Here are the scriptures I found encouraging today:

1 John 5:14 - "And this is the confidence we have toward Him, that if we ask anything according to His will He hears us."  -- God hears my prayers!! He IS listening. It is important to note that it must be "according to His will."

Psalm 120:1 "I call on the Lord in my distress, and He answers me."

We prayed for Taylor to feel better - to be able to breathe and for her cough to go away.  Leaving her appointment yesterday, treatment plan including EIGHT meds in hand, is when I broke down in tears.  But it turns out, the meds helped and God did answer that prayer.  Today we prayed we'd find her glasses, missing since our campout Monday night.  Hoping for that pray to be answered promptly!

Matthew 11:28-29 - "Come to me, all who labor and are heavy laden, and I will give you rest. Take my yoke upon you, and learn from me, for I am gentle and lowly in heart, and you will find rest for your souls."

I needed to hear this, as my body is just so weak.  I get very little sleep, I have a fever and my muscles hurt, I just feel weak, exhausted, worn out.  I was up till 3 am Tuesday night cooking and cleaning, then up before 7 to get to the doctor.  So I am seeking His rest - for my body AND my soul.  I've been discouraged none of it matters, but He assures us it does.
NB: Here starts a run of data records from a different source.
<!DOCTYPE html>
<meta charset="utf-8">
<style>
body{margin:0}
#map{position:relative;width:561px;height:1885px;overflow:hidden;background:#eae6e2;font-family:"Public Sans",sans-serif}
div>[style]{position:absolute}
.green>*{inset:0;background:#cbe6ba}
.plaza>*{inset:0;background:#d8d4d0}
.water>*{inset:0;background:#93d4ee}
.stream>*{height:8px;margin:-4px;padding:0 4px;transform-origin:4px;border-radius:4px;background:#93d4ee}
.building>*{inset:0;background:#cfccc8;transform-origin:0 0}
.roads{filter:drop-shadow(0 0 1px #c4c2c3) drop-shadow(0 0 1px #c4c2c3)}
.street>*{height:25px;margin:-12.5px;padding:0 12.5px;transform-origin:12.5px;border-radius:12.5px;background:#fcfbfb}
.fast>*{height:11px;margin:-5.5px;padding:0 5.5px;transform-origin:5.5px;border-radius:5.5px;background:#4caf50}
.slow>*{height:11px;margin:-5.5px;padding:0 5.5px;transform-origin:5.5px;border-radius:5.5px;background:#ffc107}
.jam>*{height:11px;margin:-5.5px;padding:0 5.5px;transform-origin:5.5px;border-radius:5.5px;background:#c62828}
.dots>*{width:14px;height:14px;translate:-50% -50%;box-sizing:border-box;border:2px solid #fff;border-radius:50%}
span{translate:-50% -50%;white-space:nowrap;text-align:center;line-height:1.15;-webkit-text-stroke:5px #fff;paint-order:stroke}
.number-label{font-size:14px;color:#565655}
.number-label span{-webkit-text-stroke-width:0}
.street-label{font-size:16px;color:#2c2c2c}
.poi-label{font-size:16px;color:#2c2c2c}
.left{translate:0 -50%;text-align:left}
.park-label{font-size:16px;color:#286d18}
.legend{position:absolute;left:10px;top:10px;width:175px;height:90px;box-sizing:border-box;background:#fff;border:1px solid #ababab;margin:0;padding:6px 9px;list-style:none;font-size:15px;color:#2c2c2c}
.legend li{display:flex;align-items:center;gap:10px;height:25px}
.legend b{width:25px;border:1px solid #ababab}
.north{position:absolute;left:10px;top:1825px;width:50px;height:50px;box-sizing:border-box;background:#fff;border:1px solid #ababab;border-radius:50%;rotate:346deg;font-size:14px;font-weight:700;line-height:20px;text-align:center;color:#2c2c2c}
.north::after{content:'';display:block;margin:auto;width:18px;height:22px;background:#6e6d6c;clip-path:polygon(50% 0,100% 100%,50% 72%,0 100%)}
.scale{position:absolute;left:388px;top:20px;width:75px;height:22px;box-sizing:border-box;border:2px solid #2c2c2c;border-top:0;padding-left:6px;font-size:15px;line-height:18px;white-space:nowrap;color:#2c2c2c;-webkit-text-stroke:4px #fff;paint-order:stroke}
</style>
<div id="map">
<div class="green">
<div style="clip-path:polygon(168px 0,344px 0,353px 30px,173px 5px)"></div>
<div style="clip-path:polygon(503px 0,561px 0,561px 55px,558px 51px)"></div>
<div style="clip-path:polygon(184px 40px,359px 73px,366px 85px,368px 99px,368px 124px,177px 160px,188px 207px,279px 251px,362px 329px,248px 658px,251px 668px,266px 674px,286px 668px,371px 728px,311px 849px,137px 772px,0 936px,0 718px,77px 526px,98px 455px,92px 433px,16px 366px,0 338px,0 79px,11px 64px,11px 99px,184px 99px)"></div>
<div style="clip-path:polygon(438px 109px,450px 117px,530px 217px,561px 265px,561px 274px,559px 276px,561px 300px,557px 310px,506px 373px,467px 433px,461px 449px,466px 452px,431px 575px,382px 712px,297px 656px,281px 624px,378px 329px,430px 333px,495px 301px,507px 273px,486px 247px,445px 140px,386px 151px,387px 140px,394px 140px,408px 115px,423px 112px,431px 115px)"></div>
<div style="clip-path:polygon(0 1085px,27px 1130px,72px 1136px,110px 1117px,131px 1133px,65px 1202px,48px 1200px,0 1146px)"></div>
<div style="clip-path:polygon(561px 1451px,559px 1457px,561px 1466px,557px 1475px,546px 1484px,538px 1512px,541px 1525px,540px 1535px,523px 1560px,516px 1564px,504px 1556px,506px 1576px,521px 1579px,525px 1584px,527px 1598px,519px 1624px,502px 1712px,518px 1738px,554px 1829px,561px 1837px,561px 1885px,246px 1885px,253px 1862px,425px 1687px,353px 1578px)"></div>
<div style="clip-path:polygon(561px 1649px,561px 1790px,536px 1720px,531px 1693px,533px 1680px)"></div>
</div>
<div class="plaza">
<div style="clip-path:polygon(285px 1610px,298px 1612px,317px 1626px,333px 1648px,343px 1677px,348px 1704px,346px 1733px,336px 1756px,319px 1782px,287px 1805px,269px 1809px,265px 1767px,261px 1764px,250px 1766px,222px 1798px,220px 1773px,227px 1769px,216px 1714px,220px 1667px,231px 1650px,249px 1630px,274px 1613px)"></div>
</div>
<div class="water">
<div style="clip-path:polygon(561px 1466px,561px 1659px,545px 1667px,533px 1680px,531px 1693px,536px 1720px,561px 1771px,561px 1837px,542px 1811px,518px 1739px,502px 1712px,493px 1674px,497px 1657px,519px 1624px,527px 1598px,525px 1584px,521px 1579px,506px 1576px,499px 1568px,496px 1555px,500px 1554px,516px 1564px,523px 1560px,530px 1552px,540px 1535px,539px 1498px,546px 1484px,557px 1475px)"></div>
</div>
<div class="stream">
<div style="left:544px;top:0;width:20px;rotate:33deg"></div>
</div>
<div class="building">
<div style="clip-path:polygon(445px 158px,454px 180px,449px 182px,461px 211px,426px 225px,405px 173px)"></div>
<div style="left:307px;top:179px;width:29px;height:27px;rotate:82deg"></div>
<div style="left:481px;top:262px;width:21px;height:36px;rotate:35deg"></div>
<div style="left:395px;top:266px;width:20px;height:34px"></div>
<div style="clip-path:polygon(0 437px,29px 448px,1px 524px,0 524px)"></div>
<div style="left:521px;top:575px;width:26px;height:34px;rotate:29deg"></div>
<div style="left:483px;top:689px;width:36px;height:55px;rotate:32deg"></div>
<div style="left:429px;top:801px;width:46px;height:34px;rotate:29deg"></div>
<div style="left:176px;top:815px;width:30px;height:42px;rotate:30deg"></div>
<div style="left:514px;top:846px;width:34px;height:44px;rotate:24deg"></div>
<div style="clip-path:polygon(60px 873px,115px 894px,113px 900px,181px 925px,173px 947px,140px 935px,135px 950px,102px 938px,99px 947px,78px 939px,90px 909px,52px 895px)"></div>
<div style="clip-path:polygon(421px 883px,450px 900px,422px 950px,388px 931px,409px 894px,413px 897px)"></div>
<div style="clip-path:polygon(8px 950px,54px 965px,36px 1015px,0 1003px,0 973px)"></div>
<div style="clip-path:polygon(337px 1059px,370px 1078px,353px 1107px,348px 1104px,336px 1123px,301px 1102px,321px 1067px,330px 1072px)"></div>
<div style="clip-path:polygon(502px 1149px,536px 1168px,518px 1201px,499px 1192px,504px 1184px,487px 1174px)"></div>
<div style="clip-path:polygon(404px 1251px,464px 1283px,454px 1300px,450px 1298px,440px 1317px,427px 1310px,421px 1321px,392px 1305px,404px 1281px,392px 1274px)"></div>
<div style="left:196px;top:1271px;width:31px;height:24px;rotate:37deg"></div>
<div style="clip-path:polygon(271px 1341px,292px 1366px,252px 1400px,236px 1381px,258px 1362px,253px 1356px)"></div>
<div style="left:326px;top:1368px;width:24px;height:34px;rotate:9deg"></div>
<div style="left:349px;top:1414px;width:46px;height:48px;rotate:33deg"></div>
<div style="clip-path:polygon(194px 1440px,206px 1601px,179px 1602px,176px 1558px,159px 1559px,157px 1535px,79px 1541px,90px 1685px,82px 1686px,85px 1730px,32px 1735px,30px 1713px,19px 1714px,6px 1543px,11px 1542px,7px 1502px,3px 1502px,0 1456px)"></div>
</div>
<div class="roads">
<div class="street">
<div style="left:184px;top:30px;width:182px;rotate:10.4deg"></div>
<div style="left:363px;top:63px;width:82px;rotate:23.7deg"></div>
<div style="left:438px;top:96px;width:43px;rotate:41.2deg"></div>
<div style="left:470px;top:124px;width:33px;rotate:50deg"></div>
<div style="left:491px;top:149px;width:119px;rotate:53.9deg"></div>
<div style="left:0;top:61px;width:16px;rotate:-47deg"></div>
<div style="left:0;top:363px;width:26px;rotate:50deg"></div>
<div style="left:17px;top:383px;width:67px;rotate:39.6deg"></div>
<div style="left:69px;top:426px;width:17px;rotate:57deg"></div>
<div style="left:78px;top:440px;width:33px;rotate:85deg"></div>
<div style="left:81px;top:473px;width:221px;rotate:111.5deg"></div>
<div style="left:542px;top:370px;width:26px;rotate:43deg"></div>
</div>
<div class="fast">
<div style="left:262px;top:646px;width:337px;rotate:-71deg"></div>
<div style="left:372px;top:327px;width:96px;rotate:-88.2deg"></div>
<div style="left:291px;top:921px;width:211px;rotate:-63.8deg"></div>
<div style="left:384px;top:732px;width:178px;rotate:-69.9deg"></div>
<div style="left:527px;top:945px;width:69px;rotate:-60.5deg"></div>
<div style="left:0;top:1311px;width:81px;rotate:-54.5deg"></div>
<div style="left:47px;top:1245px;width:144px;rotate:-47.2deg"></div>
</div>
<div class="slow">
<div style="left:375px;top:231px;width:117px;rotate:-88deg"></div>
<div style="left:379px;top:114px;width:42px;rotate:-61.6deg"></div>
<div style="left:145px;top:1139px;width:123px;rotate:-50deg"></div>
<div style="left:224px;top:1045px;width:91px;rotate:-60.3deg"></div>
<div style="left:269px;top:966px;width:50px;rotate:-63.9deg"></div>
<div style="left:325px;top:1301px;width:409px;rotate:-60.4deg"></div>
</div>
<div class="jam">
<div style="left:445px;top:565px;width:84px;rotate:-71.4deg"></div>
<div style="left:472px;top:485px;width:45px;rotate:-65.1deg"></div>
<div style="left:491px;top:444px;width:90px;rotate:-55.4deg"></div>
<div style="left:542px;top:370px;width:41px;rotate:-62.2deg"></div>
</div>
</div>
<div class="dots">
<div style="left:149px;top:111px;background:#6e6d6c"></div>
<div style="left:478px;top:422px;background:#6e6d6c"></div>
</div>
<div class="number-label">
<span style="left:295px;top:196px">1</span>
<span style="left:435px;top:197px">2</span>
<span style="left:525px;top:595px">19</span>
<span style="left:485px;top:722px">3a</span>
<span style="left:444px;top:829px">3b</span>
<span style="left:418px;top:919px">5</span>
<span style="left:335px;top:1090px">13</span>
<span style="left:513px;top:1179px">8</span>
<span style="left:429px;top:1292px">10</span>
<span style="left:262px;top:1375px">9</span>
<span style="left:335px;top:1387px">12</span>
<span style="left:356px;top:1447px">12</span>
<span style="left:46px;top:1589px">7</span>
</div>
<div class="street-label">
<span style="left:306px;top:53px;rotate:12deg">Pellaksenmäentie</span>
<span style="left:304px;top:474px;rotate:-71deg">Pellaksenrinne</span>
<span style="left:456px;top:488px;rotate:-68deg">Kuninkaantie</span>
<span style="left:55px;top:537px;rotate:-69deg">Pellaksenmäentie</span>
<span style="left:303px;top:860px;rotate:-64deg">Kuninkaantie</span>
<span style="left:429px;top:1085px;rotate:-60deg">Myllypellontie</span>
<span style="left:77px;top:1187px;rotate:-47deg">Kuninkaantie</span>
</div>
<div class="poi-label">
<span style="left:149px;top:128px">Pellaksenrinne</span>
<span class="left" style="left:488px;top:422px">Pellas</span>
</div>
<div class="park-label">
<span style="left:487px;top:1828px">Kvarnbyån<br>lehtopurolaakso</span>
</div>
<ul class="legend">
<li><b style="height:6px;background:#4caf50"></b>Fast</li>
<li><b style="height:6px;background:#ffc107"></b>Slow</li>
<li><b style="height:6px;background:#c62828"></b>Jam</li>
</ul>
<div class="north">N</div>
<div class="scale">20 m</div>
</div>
Psalm 55:22 - "Cast your cares on the Lord and he will sustain you; He will never let the righteous fall." and 1 Peter 5:7 "Cast all your anxiety on Him because He cares for you."

It is important for me to hear this today. I don't feel like anyone cares for me this week, honestly.  A number of things have led me to feeling useless, discouraged, lonely, and disheartened. If no one else, God cares.  He alone will sustain me when my energy is drained and I need to keep plugging forward!

2 Corinthians 4:16-18 "So we do not lose heart.  Though our outer self is wasting away, our inner self is being renewed day by day. For this light momentary affliction is preparing for us an eternal weight of glory beyond all comparison, as we look not to the things that are seen but to the things that are unseen. For the things that are seen are transient, but the things that are unseen are eternal."

Wow. I am excited for that heavenly body and to be free of pain! A very dear friend is battling cancer and has been ill and suffering for a very long time. My heart aches for her and her family and my daughters remember to pray for her every day.  No matter what our ailment, our inner self is renewed each day.

Isaiah 41:10 - "So do not fear for I am with you; do not be dismayed, for I am your God.  I will strengthen you; I will uphold you with my righteous right hand."   -- I worry about money, about my children's health, about time management and honoring my commitments.  His Grace is sufficient!

So I am feeling renewed and encouraged.  Grateful for all my blessings. And ready to grab 3 hours of sleep before I plug forward and do it all again!